Driving metaphors are common in everyday speech: foot on the gas, back seat driver, eyes on the road, apply the brake, change gear. Only driving seat appears with any frequency in PubMed®, but I don’t think it works.
Being in the driving seat implies not just control, but complete control. It’s often a metaphor applied to a situation which previously lacked direction, or in which the direction has altered abruptly. Many of the PubMed articles containing driving seat do not have abstracts, but the implication is clear from the titles: Putting the patient in the driving seat; US cancer care: should insurers really be in the driving seat?; Proposals put nurses in the driving seat.
But the position of patients, insurers, and nurses is nothing like a driving seat, and the metaphor adds nothing to the more literal alternatives.

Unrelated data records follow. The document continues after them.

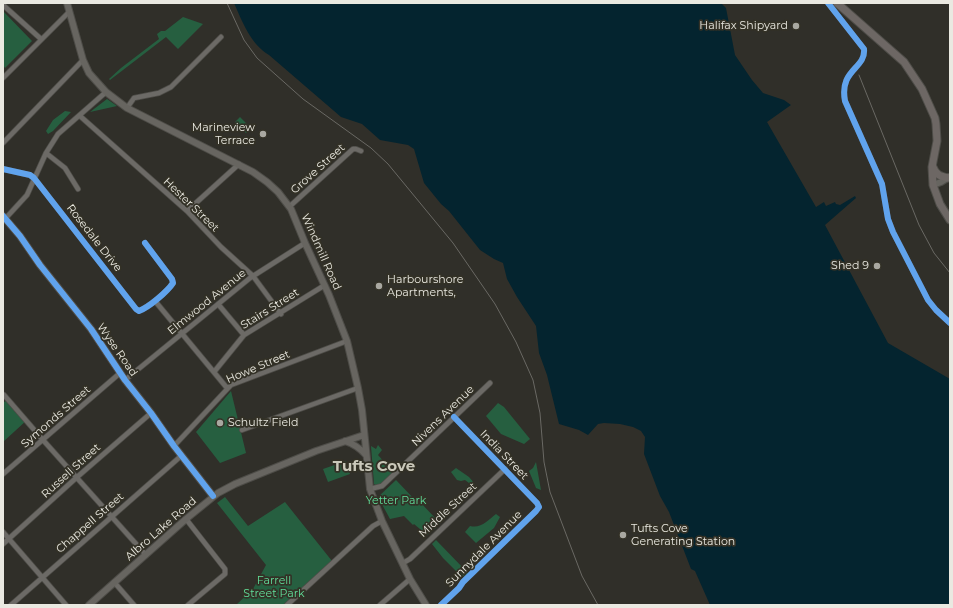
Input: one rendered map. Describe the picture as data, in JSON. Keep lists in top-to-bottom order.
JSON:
{
  "streets": {
    "main road": ["Windmill Road", "Wyse Road", "Albro Lake Road"],
    "street": [
      "Grove Street",
      "Hester Street",
      "Rosedale Drive",
      "Elmwood Avenue",
      "Stairs Street",
      "Howe Street",
      "Nivens Avenue",
      "Symonds Street",
      "India Street",
      "Russell Street",
      "Middle Street",
      "Chappell Street",
      "Sunnydale Avenue"
    ]
  },
  "crossings": [
    ["Grove Street", "Windmill Road"],
    ["Hester Street", "Elmwood Avenue"],
    ["Hester Street", "Stairs Street"],
    ["Windmill Road", "Elmwood Avenue"],
    ["Windmill Road", "Stairs Street"],
    ["Windmill Road", "Howe Street"],
    ["Windmill Road", "Nivens Avenue"],
    ["Windmill Road", "Middle Street"],
    ["Windmill Road", "Albro Lake Road"],
    ["Elmwood Avenue", "Wyse Road"],
    ["Wyse Road", "Howe Street"],
    ["Wyse Road", "Symonds Street"],
    ["Wyse Road", "Russell Street"],
    ["Wyse Road", "Chappell Street"],
    ["Wyse Road", "Albro Lake Road"],
    ["Nivens Avenue", "India Street"],
    ["India Street", "Middle Street"],
    ["India Street", "Sunnydale Avenue"]
  ],
  "districts": ["Tufts Cove"],
  "parks": ["Yetter Park", "Farrell Street Park"],
  "places": [
    "Halifax Shipyard",
    "Marineview Terrace",
    "Shed 9",
    "Harbourshore Apartments,",
    "Schultz Field",
    "Tufts Cove Generating Station"
  ]
}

In any case, none of these should have complete control, even though there are many circumstances when they need better consideration or explanation. Insurers in the US have a lot of power, but again they are not in a driving seat. The wanted title was, Should US insurers determine cancer care?
Even less in driving seats are E. coli, actin or RNA, although there are articles that put them there; but bacteriological and biochemical processes are too complex.
In metaphor watch, I have been in the driving seat. Regular readers will realise that it is a little while since the last column, and that what started fortnightly has tailed off to less than one per month. The reason is simple: I have run out of metaphors. If you find one out there, whether you want it praised or condemned, let me know at nevwgoodman@mac.com.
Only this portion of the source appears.